When Do Baby Bunnies Start Eating: Week-by-Week Timeline

Baby bunnies start nibbling on solid food at around 2 to 3 weeks old, right about when their eyes open (typically around day 10). At first, they’re just experimenting. They still rely on their mother’s milk as their primary nutrition until they’re fully weaned at about 6 weeks of age for domestic rabbits.

The First Three Weeks: Milk Only

Newborn rabbits are entirely dependent on their mother’s milk, and the feeding schedule looks nothing like what most people expect. Mother rabbits nurse their litters only about once or twice a day, for roughly three minutes per session. This isn’t neglect. Rabbit milk is extraordinarily rich in fat and protein, so a single brief feeding delivers enough calories to sustain the kits for a full 24 hours. Most nursing happens at night, with about 43% of feedings occurring in the first two hours after dusk. If you’re watching a nest during the day and never see the mother feed, that’s completely normal.

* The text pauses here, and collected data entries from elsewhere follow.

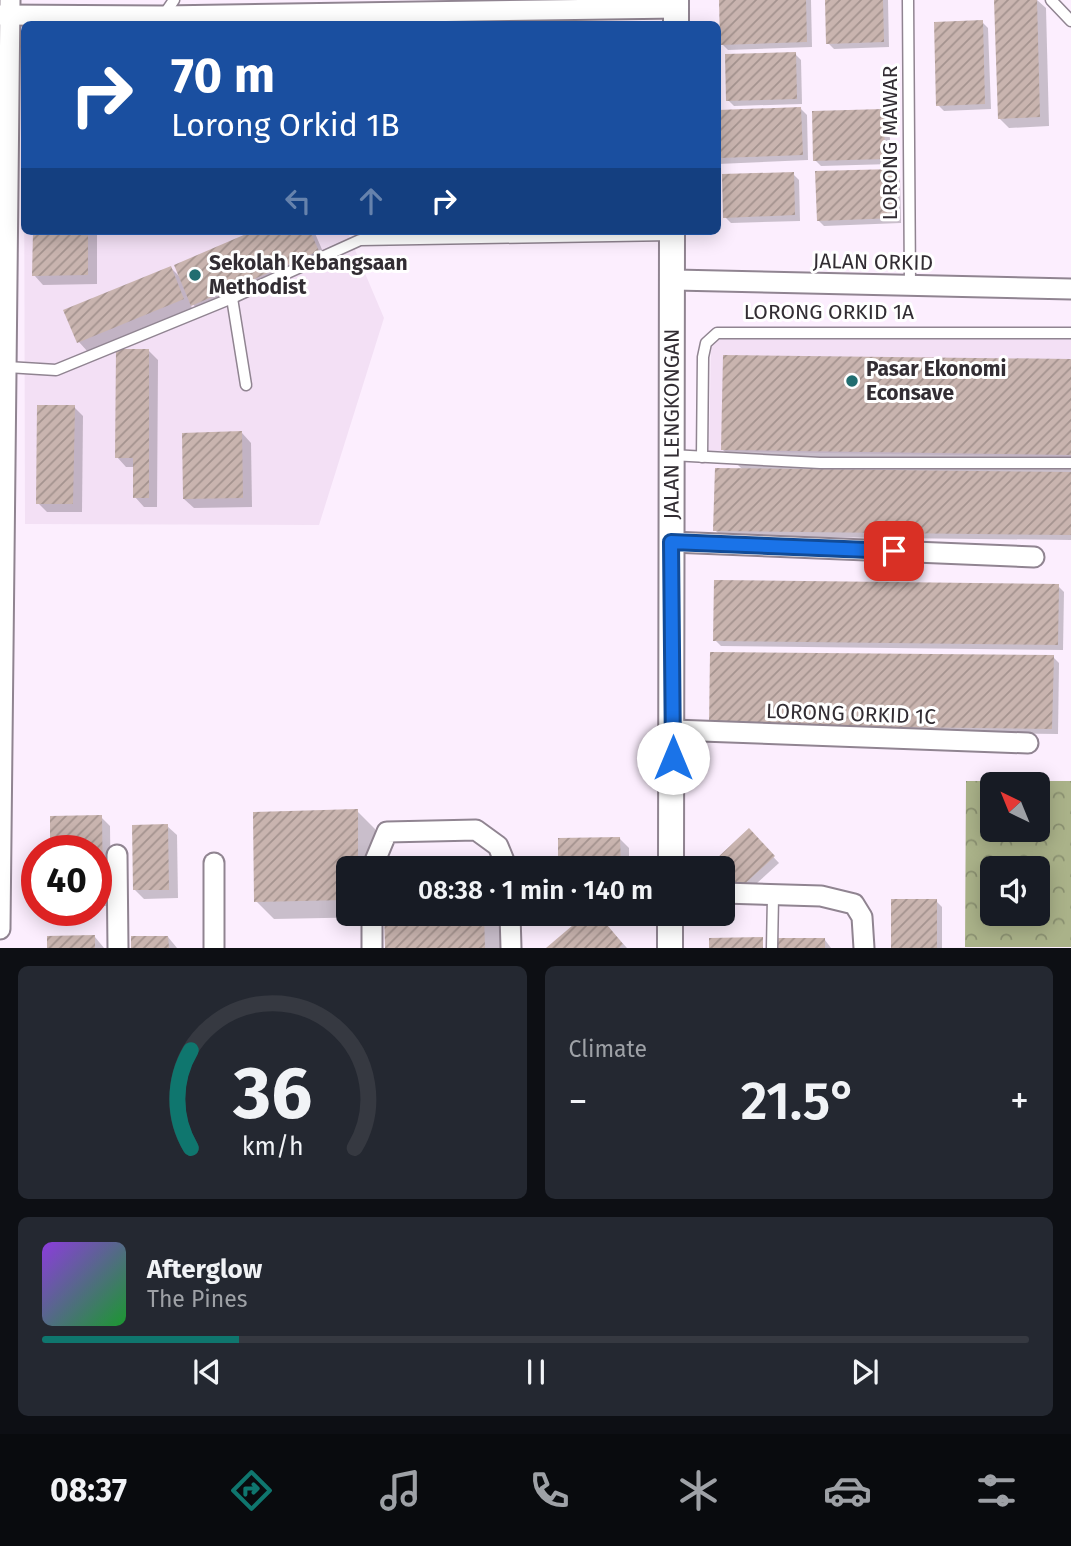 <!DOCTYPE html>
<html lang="en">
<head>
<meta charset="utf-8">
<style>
	body { margin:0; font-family:"Fira Sans",sans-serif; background:#242831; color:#f1f3f6; height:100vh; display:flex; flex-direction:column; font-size:26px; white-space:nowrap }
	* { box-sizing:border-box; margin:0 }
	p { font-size:23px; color:#9ea1a6 }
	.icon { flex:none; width:38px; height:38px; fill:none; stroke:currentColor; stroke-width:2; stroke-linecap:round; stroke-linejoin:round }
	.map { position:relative; height:948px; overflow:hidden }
	.side { display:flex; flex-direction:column; gap:18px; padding:18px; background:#0d0f14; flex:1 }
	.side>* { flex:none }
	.guide { position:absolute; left:21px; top:21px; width:700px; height:214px; border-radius:10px; box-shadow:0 4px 18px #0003; background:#1a4fa0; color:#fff; overflow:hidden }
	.needle { width:46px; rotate:317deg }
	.tools { position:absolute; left:980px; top:772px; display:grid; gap:14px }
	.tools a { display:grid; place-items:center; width:70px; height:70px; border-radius:10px; background:#171b24; box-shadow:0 4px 18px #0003; font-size:35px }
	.speed { position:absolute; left:21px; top:835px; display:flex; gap:14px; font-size:35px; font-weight:700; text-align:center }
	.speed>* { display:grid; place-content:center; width:91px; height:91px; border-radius:50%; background:#171b24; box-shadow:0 4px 18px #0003; line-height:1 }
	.speed .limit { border:10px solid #d22; background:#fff; color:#111 }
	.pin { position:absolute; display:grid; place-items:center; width:60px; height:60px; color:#fff; margin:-30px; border-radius:14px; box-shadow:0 4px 10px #0006 }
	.me { position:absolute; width:77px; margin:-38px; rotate:0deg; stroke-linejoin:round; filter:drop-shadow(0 0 5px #0008) }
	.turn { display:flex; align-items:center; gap:24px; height:147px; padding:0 35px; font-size:32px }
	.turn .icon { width:91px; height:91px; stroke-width:2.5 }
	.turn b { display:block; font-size:49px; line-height:60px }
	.lanes { display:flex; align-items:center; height:66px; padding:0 35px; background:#0003; justify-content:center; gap:35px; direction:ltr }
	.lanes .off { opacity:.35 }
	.big { font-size:52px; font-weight:600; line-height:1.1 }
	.side .card { flex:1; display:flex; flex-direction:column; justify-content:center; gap:10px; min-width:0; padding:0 24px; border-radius:10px; background:#242831 }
	.side .dial { align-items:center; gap:0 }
	.dial svg { height:182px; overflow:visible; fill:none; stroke:#363941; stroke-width:7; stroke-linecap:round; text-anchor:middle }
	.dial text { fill:#f1f3f6; stroke:none }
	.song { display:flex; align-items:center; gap:21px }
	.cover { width:84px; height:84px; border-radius:10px; background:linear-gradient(135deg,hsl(270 70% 55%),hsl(130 70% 35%)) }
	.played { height:7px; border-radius:4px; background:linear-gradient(90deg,#0f766e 20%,#363941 20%) }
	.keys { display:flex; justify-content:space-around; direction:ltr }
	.heat { display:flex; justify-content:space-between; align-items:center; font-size:38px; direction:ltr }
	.side .tiles { flex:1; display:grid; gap:18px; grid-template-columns:1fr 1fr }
	.card:last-child { grid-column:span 2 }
	.trip { position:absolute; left:336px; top:856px; width:399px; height:70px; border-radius:10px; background:#171b24; box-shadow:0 4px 18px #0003; font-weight:600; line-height:70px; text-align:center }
	.dock { display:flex; height:112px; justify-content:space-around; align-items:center; background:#090b0e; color:#9ea1a6 }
	.dock .icon { width:49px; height:49px }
	.dock .active { color:#0f766e }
	.dock b { font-size:32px; color:#f1f3f6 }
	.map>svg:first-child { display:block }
</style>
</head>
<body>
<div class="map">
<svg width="1071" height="948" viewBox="0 0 1071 948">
	<defs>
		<pattern id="forest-crowns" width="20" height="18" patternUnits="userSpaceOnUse" patternTransform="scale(1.75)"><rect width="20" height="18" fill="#aab289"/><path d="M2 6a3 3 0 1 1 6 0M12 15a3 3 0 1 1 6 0" fill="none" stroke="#8b9171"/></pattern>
		<pattern id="building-hatch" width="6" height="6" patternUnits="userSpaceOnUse" patternTransform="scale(1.75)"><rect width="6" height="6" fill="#c9b4af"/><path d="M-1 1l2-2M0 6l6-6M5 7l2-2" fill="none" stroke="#a4938f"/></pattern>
	</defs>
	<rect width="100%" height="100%" fill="#fceefe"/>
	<g fill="#f3e0f5">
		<path d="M24,112V231H347L384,318L319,525L25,524Z"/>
		<path d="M723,337L1071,339V457L709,451L711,346Z"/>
	</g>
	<path fill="url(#forest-crowns)" fill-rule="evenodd" d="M966,781H1071V947H965ZM992,784H1038V830H992ZM992,868H1038V914H992Z"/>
	<g fill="#0003">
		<path d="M720,0H811L812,47L728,50L722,44Z"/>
		<path d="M827,0H888L889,47L834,49L828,43Z"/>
		<path d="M996,0H1037L1046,8L1049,126L1009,128L999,118Z"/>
		<path d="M982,22L988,28L991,109L944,111L938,105Z"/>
		<path d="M795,54L801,60L802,104L734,106L728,100Z"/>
		<path d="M801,109L807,115L808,160L718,164V112Z"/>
		<path d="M883,110L889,116L891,164L821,166L815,160Z"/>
		<path d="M894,170L900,176L901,223L824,226L818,220Z"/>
		<path d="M793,174L799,180L800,221L731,223L725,217Z"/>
		<path d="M34,231H97V284L43,285L34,275Z"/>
		<path d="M257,231H314L327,261L202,314L190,301L192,309L88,352L79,342L171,268L182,279Z"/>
		<path d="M148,350L158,360L157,507H144L135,497L134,467H126L117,457Z"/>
		<path d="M1071,360V540L721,536L715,530L743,470L723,450Z"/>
		<path d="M74,407L83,416L82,512H47L38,503Z"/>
		<path d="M242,433L251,443L252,507L194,508L184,499Z"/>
		<path d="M1058,586L1064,592L1063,650L721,646L715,640Z"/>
		<path d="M1053,657L1059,663L1058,734L717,730Z"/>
		<path d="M357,811L375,829V868H348V914H376V917L274,919L256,901Z"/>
		<path d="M52,817H101L110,826L111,906H96V850H52Z"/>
		<path d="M167,826L177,835L178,898L144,899L135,890Z"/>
		<path d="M749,831L779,863L746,893L716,861Z"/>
		<path d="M620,839L629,848V868H560Z"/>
		<path d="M936,901L942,907V948H893Z"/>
		<path d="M386,914H501L502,948H386Z"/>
		<path d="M589,914H596L627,948H549Z"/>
		<path d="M95,937L104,948H49Z"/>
		<path d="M168,937L177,948H133Z"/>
		<path d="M825,940L831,948H780Z"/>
	</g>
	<g fill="url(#building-hatch)">
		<path d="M719,0H806L807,42L720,45Z"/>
		<path d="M825,0H883L884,42L826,44Z"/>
		<path d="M994,0H1037L1040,117L998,119Z"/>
		<path d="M983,20L985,104L936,106L934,22Z"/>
		<path d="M796,52L797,99L726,101L725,54Z"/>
		<path d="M801,107L803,155L718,158V110Z"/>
		<path d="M884,109L885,159L813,161L812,111Z"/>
		<path d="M895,169L896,218L817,221L815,171Z"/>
		<path d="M794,172L795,215L723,218L722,174Z"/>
		<path d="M33,231H88V275L32,276Z"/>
		<path d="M253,231H310L319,251L191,306L174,265Z"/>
		<path d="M171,266L184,299L77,343L63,310Z"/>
		<path d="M116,349H149V498H133V458H115Z"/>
		<path d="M723,355L1071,359V455L721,450Z"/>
		<path d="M37,405H75L73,504H36Z"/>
		<path d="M242,431L243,498L183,499L182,433Z"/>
		<path d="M715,468L1071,472V535L713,531Z"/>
		<path d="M714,580L1059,584L1058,645L713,641Z"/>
		<path d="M710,652L1054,655L1052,729L709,725Z"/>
		<path d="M358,809V868H348V900L254,902L253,812Z"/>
		<path d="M102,815L103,897H96V850H50V816Z"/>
		<path d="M168,824L169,890H133L132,825Z"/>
		<path d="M749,828L775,856L739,889L714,861Z"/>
		<path d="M620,837L621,868H558V838Z"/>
		<path d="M484,864V868H424V866Z"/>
		<rect x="891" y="899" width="46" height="49"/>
		<path d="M384,914H484L485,948H385Z"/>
		<path d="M586,914H598L623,944L619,948H546Z"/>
		<path d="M95,935V948H47V936Z"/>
		<path d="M131,936H168L169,948H131Z"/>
		<path d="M763,937V948H709V938Z"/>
		<rect x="778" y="938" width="47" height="10"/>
	</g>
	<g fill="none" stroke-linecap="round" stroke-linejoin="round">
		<g stroke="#908491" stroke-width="13">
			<g id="service">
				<path d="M908,0L910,285"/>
				<path d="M1051,0L1071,21"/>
				<path d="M163,16L174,0"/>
				<path d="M232,298L246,385"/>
				<path d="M7,367L56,370L232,298L360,240L672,235"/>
				<path d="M671,455L820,463H1071"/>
				<path d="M702,457L703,357L706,343L717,333H1071"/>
				<path d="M772,948L773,897"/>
			</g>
		</g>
		<g stroke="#908491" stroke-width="23">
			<g id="minor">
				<path d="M0,15L163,16L676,8"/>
				<path d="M675,280L1071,289"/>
				<path d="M671,542L1034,557"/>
				<path d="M673,730L1028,743"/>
				<path d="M117,855L118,948"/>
				<path d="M372,868L387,832L476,830L498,846L507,868"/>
				<path d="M723,893L821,896L854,904L862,917L864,948"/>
				<path d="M372,914V948"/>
				<path d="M510,914L511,948"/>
				<path d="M0,929L10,0"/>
				<path d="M214,948V863"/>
			</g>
		</g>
		<g stroke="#908491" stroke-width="28">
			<g id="tertiary">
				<path d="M676,24V0"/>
				<path id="s1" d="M671,868L672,231"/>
				<path d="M670,948V914"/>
			</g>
		</g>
		<use href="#service" stroke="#fff" stroke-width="10"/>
		<use href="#minor" stroke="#fff" stroke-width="19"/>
		<use href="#tertiary" stroke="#fff" stroke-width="24"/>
	</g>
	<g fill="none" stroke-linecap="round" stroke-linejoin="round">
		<g stroke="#114b97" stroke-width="18">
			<path id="route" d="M673,758L671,542L894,551"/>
		</g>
		<use href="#route" stroke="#1a73e8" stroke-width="12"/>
	</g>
	<g fill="#216d70" stroke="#fff" stroke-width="2.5">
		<circle cx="195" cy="275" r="7"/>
		<circle cx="852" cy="381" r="7"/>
	</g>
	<g text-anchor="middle" stroke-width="6" stroke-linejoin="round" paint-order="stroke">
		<g font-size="21" fill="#322d33" stroke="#fff">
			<text transform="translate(890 143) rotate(-90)" y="7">LORONG MAWAR</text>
			<text transform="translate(873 262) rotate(1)" y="7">JALAN ORKID</text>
			<text x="829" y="319">LORONG ORKID 1A</text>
			<text dy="7" stroke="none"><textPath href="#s1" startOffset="444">JALAN LENGKONGAN</textPath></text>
			<text transform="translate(851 714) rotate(2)" y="7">LORONG ORKID 1C</text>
		</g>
		<g font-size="21" font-weight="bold" fill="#322d33" stroke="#fff" text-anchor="start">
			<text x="209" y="270">Sekolah Kebangsaan<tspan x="209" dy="24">Methodist</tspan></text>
			<text x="866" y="376">Pasar Ekonomi<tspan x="866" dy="24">Econsave</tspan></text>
		</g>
	</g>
</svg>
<div class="tools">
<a><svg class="needle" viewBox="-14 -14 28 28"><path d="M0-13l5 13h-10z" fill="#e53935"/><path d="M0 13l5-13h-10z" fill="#9ea1a6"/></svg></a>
<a><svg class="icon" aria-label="sound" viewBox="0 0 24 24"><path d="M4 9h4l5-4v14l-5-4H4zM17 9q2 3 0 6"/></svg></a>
</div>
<div class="speed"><div class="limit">40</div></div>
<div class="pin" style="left:894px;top:551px;background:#d93025"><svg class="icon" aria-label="arrive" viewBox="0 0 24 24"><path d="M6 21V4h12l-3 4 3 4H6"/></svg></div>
<svg class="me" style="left:673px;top:758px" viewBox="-20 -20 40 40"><circle r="19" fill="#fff"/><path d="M0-13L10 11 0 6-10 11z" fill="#1a73e8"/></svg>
<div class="trip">08:38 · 1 min · 140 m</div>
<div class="guide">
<div class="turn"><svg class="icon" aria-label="right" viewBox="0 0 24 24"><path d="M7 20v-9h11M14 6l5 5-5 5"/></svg><div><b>70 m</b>Lorong Orkid 1B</div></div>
<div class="lanes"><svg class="icon off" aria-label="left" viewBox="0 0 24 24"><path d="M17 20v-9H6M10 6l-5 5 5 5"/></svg><svg class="icon off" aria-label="ahead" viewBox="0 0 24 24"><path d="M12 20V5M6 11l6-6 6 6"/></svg><svg class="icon" aria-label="right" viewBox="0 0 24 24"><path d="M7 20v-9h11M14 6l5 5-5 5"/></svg></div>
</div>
</div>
<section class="side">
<div class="tiles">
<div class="card dial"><svg viewBox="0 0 100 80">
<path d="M14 69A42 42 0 1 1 86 69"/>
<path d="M14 69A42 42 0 0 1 14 26" stroke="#0f766e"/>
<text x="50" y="56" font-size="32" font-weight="700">36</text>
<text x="50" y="72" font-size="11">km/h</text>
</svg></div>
<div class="card"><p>Climate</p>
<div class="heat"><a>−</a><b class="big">21.5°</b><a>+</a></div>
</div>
<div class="card">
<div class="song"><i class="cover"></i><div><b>Afterglow</b><p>The Pines</p></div></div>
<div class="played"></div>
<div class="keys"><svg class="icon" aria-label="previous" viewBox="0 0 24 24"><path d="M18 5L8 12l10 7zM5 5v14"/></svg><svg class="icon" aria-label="pause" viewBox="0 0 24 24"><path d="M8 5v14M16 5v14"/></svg><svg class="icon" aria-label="next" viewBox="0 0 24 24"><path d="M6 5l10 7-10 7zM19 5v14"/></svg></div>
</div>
</div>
</section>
<nav class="dock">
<b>08:37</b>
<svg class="icon active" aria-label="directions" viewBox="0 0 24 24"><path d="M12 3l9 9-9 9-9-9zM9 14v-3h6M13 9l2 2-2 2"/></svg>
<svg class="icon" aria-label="music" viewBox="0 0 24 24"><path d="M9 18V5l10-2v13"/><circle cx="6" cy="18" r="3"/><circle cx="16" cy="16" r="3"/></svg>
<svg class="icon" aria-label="phone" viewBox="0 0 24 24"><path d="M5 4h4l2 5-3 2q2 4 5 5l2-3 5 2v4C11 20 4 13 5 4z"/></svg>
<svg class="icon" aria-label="climate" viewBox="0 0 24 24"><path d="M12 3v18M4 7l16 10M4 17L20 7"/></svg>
<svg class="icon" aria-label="car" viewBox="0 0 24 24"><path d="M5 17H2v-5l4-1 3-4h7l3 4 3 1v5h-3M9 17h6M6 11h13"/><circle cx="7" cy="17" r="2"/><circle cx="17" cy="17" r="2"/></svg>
<svg class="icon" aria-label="filters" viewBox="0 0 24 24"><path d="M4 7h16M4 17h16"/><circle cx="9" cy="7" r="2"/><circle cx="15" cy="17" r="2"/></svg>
</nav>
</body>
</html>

During these first weeks, the kits’ digestive systems are still developing. Their guts lack the bacterial communities needed to break down plant material, so solid food would do more harm than good at this stage.

Weeks 2 to 3: Building Gut Bacteria

Before baby bunnies can digest solid food properly, they need to populate their intestines with the right microbes. This happens naturally around 2.5 to 3 weeks old, when kits start nibbling on their mother’s cecotropes. These are special soft droppings that rabbits produce (distinct from their regular hard pellets) packed with beneficial bacteria, vitamins, and nutrients. By eating these, the kits essentially receive a starter culture for their digestive system.

This step is critical. Without healthy gut flora, a young rabbit’s ability to ferment and absorb nutrients from hay and pellets is severely compromised. If you’re raising orphaned kits, this is the stage where you’d want to source a fresh cecotrope from a healthy adult rabbit and mix it into their formula to replicate what the mother would naturally provide.

What to Offer First

Once their eyes are open and they’re showing interest in solid food, you can start placing small amounts of alfalfa hay and plain alfalfa pellets in their space. Alfalfa is the go-to first food for baby rabbits because it’s a legume hay, higher in calcium and protein than grass hays like timothy. Growing kits need that extra nutritional density.

At this early stage, the kits will mostly just mouth and taste the hay. That’s fine. They’re learning what food is while still getting most of their calories from milk. By about 4 weeks old, the balance shifts noticeably: milk intake drops and solid food becomes a bigger part of their diet. At this point, offer unlimited alfalfa hay and a small measured amount of pellets, roughly 25 to 30 grams per 450 grams of body weight. The emphasis should be on hay over pellets, since the long fibers in hay promote healthy digestion and proper tooth wear.

Fresh water should also be available once kits start eating solids. A shallow dish or a water bottle with a low-mounted spout works well for small rabbits.

Weaning Timeline

Domestic rabbits are typically weaned at around 6 weeks old. By this point, they’re eating hay and pellets independently and no longer need milk. Wild species follow a different schedule: cottontail rabbits wean much earlier, at 3 to 4 weeks, while jackrabbits take longer, around 7 to 9 weeks.

For domestic rabbits, the transition from milk to solids should be gradual rather than abrupt. A sudden switch stresses the digestive system at a time when the immune system is still immature. Research on weaning rabbits shows that the combination of diet change, separation from the mother, and an underdeveloped immune system creates a window of vulnerability. Digestive problems most commonly appear between 5 and 8 weeks old, typically one to two weeks after weaning. Signs of trouble include bloating, diarrhea, low body weight, and a distended belly.

When to Introduce Vegetables and Greens

Fresh vegetables come later than most people assume. For domestic rabbits, the general recommendation is to wait until around 6 months of age before introducing leafy greens and other vegetables. Start with one new vegetable at a time, in small amounts, over the course of several weeks. Parsley, dill, and endive are commonly recommended as first greens because they’re gentle on the digestive system.

If any new food causes soft stool or diarrhea, remove it from the diet. A young rabbit’s gut is still maturing well past the weaning period, and overloading it with unfamiliar foods can trigger serious digestive upset.

Wild baby rabbits follow a slightly different path. They can be introduced to greens like carrot tops, dandelion greens, and Italian parsley as soon as their eyes open, since their adult diet will consist entirely of wild plants.

Switching From Alfalfa to Timothy Hay

Alfalfa hay is perfect for growing rabbits, but it’s too rich in calcium and calories for adults. Between 3 and 6 months of age, you should gradually transition your rabbit from alfalfa to timothy hay (or another grass hay like orchard grass or oat hay). This mirrors what happens naturally as a rabbit’s growth slows and its nutritional needs shift. A slow transition, mixing increasing amounts of timothy into the alfalfa over a few weeks, gives the gut bacteria time to adjust without causing digestive problems.